Deep Web to sfera Sieci czasem mylnie utożsamiana z tzw. Darknetem, jednak w rzeczywistości mieści ona w sobie o wiele więcej. Jest to część Internetu znajdująca się "pod powierzchnią", do której dostępu nie powinny mieć wyszukiwarki, takie jak Google albo Bing. Spodziewamy się, że zawartość naszej poczty i dysku w chmurze, treść czatów czy inna zawartość dostępna po zalogowaniu nie będzie indeksowana przez Google. Czasem dochodzi jednak do wycieku i zawartość ta w jakiś sposób przedostaje się do zasobów wyszukiwarek. A jak to wygląda z WhatsAppem?
Jak ujawnia w swoim raporcie Vice, Google indeksuje linki z zaproszeniem do czatów grupowych WhatsAppa, których administratorzy mogą chcieć, by pozostały prywatne. Oznacza to, że poprzez zwykłe wyszukiwanie w Google losowi ludzie mogą odkryć i dołączyć do tych rozmów. Przykłady takich wyszukań w Google pokazał Jordan Wildon z Deutsche Welle:
Your WhatsApp groups may not be as secure as you think they are.
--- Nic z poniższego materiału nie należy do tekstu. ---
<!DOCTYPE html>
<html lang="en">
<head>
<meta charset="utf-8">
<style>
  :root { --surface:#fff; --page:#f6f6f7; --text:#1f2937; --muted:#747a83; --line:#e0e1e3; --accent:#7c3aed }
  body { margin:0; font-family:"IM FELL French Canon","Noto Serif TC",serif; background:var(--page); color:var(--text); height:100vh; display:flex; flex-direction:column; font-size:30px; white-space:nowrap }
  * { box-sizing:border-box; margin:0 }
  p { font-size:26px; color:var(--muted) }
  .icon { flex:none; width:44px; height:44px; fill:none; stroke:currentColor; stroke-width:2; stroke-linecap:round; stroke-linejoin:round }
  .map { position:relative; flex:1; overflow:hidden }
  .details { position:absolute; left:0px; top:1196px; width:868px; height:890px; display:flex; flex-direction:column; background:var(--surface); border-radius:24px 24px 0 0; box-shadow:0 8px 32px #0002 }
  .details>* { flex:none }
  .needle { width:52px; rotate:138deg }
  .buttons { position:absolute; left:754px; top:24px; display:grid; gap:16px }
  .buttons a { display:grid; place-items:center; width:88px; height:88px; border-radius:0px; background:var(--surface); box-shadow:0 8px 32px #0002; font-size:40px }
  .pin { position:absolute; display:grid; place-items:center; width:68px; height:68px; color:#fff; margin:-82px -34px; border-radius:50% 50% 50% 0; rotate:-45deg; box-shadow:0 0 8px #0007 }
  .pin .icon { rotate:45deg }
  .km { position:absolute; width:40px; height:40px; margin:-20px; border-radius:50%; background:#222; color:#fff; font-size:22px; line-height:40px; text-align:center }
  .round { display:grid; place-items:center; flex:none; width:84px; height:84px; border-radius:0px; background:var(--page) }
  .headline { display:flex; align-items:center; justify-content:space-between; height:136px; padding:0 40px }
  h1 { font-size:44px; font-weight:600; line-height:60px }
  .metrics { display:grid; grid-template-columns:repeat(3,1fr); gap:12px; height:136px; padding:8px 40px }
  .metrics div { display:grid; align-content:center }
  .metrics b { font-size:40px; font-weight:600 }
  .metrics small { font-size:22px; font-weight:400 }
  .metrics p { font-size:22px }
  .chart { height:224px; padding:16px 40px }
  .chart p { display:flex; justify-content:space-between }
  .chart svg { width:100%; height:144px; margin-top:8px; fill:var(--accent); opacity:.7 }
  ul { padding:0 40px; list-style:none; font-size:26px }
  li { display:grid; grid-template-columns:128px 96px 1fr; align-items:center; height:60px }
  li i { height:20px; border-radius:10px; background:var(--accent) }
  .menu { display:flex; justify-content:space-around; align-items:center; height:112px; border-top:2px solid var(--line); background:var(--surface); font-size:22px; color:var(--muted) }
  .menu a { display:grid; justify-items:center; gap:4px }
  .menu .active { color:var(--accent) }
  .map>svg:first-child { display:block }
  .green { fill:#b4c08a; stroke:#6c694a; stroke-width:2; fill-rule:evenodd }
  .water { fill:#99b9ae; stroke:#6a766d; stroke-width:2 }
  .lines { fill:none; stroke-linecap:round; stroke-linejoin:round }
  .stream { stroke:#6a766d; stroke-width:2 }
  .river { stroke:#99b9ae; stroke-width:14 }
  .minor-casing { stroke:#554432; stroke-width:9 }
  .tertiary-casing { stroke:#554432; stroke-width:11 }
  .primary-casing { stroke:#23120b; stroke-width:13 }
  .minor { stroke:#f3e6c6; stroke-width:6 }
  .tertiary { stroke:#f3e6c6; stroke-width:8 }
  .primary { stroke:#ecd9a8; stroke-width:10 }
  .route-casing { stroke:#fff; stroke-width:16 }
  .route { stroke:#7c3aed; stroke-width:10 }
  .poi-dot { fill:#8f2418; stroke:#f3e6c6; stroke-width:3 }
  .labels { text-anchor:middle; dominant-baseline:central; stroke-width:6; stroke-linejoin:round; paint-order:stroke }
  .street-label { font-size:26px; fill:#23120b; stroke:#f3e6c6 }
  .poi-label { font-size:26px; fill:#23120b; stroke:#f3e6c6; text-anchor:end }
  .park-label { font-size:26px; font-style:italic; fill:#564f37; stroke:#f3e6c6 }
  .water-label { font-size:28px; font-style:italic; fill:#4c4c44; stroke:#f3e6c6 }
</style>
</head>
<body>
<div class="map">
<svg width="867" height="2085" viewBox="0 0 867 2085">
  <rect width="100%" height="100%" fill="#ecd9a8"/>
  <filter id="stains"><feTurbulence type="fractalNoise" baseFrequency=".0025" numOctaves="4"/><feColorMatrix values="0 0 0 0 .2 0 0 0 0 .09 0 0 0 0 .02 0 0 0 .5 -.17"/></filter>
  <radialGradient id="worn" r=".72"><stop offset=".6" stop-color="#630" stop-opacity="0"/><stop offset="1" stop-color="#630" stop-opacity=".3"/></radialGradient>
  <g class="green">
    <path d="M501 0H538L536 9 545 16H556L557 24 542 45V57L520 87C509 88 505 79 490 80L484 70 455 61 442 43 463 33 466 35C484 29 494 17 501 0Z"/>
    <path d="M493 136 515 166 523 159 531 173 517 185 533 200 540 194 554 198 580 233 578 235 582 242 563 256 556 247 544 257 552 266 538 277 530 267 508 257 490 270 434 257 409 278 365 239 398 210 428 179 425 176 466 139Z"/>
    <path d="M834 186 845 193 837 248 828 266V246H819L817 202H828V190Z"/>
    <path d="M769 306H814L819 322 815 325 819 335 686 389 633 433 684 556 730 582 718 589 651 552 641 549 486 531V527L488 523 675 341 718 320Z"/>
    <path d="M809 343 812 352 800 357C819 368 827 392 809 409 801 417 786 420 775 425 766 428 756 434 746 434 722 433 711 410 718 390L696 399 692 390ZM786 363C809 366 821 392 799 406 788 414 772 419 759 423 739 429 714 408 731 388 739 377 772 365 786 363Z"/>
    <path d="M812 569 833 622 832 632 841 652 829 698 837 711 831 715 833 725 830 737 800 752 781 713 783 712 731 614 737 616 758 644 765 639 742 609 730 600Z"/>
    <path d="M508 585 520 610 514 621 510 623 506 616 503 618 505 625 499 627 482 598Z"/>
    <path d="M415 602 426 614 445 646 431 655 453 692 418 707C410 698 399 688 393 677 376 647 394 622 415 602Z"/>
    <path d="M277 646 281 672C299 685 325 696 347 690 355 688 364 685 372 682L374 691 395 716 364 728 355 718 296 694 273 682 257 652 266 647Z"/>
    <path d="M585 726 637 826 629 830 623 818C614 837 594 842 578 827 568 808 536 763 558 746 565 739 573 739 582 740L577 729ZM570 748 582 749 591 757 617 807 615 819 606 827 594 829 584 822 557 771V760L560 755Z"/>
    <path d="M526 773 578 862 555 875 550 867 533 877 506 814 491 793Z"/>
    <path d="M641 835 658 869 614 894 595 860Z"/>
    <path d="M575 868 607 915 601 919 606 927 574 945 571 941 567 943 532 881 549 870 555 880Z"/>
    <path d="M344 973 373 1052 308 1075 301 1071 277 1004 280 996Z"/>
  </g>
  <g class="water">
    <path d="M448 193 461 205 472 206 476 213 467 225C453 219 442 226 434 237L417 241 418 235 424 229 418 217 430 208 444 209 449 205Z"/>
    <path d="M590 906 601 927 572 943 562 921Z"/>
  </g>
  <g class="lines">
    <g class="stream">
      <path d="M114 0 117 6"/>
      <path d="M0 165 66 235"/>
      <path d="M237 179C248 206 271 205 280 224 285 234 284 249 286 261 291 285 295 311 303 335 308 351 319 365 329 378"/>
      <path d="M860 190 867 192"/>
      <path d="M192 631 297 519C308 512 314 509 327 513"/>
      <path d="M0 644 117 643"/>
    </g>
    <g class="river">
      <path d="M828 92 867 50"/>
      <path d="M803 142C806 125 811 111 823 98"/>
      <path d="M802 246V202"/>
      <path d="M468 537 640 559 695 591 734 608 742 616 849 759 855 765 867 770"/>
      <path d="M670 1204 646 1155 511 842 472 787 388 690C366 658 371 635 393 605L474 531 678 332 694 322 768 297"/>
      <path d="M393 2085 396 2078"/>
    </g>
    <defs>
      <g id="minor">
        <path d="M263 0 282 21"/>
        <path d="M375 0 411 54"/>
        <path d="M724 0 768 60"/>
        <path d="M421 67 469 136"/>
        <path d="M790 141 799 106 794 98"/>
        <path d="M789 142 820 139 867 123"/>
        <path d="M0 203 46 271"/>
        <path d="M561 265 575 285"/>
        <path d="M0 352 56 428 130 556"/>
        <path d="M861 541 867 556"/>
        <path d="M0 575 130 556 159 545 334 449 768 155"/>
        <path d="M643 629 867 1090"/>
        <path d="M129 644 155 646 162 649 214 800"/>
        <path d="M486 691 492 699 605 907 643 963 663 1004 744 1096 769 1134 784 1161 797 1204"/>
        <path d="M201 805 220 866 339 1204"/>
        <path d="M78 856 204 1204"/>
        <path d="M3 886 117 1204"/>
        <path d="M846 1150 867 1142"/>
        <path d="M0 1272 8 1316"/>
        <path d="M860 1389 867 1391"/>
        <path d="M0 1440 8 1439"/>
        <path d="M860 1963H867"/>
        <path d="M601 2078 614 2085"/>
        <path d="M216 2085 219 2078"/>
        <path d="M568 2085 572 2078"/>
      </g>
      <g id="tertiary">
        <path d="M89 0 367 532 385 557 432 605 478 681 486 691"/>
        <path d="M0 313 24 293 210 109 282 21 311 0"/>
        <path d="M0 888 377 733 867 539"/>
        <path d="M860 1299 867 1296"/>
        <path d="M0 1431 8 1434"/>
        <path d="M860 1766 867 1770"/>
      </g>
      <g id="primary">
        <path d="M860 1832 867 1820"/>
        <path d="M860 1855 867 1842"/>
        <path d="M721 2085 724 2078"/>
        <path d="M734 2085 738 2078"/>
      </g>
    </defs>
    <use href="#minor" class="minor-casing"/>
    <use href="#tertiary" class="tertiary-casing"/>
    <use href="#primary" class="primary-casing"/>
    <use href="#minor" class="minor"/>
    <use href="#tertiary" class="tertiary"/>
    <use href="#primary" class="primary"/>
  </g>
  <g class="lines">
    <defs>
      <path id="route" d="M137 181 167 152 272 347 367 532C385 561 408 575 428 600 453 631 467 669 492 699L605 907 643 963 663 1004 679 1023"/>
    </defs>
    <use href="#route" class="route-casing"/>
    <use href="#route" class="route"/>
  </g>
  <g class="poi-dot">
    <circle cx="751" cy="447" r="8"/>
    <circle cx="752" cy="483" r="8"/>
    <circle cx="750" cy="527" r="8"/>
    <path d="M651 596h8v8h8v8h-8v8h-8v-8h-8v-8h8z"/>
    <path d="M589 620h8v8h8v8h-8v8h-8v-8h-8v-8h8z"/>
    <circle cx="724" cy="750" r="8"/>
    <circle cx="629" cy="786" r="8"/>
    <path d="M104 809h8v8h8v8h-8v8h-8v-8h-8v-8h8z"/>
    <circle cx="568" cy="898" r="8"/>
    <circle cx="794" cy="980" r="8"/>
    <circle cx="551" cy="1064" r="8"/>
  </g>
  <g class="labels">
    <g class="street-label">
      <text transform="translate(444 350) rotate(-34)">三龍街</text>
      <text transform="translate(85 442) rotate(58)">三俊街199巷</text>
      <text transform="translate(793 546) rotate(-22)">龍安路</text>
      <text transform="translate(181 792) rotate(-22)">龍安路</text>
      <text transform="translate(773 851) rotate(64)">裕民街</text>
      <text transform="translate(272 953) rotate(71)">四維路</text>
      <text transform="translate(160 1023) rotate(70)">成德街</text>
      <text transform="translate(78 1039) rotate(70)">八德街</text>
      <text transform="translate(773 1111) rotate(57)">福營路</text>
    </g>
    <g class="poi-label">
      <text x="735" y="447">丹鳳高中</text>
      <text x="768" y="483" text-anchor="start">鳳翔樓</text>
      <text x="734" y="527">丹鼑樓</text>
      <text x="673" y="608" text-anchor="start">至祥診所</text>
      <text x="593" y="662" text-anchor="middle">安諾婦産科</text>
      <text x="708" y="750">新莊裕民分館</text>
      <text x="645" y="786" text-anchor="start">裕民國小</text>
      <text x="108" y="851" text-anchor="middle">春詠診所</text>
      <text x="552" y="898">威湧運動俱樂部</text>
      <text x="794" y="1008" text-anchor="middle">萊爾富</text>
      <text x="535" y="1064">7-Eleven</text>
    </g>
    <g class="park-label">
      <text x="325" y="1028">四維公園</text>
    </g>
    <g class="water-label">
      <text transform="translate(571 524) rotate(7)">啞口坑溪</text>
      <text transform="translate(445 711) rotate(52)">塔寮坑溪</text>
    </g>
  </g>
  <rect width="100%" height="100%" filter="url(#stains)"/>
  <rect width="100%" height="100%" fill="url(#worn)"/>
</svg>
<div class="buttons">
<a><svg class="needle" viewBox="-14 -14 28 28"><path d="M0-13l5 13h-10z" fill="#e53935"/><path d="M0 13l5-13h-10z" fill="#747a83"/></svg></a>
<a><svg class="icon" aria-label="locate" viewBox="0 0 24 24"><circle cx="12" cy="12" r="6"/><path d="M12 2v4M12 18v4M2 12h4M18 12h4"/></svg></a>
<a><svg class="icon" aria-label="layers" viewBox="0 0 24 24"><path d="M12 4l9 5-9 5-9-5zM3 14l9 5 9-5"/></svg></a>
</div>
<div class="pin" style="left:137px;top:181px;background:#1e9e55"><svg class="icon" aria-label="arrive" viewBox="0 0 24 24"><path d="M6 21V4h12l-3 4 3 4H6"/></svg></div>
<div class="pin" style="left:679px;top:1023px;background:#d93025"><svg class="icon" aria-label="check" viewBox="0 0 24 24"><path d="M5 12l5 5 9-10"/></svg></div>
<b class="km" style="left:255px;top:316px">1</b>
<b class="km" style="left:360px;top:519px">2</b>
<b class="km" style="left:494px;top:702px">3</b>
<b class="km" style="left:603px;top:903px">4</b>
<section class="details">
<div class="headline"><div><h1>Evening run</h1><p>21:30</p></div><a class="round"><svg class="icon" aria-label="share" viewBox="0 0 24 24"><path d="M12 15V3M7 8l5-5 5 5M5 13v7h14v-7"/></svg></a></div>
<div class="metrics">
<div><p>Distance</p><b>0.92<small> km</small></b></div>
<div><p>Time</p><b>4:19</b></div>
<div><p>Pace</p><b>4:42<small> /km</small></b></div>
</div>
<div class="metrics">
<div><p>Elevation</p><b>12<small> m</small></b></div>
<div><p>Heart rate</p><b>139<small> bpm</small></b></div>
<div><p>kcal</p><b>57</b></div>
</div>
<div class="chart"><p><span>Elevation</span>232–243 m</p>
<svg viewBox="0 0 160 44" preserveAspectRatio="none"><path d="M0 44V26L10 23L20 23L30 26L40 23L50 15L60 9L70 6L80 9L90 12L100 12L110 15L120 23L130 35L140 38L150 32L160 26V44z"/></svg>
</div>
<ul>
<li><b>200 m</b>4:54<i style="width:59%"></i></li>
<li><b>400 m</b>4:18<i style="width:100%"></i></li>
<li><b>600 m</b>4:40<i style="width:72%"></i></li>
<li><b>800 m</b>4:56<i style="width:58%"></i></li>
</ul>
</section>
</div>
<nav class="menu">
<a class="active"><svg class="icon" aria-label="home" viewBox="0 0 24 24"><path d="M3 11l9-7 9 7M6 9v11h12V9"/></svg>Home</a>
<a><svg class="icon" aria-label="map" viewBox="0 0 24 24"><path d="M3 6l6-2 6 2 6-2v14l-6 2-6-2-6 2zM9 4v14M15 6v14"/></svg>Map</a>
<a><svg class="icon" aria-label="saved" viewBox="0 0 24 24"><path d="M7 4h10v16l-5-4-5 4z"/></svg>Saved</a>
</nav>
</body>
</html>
— Jordan Wildon (@JordanWildon) February 21, 2020
The "Invite to Group via Link" feature allows groups to be indexed by Google and they are generally available across the internet. With some wildcard search terms you can easily find some… interesting… groups. pic.twitter.com/hbDlyN6g3q
Jane Wong pokazała również, że Google wyświetla blisko 470 tysięcy wyników dla frazy "chat.whatsapp.com", która jest częścią adresu czatów grupowych WhatsAppa. Do niektórych z nich dotarł Motherboard. Wiele tych czatów nie dba o prywatność i służy przykładowo do wymieniania się pornografią. Inne z kolei wyglądają na należące do konkretnych grup, jak choćby ten należący rzekomo do organizacji NGO akredytowanej przez ONZ. Po dołączeniu do czatu Motherboard mógł przejrzeć listę wszystkich 48 uczestników wraz z ich numerami telefonów.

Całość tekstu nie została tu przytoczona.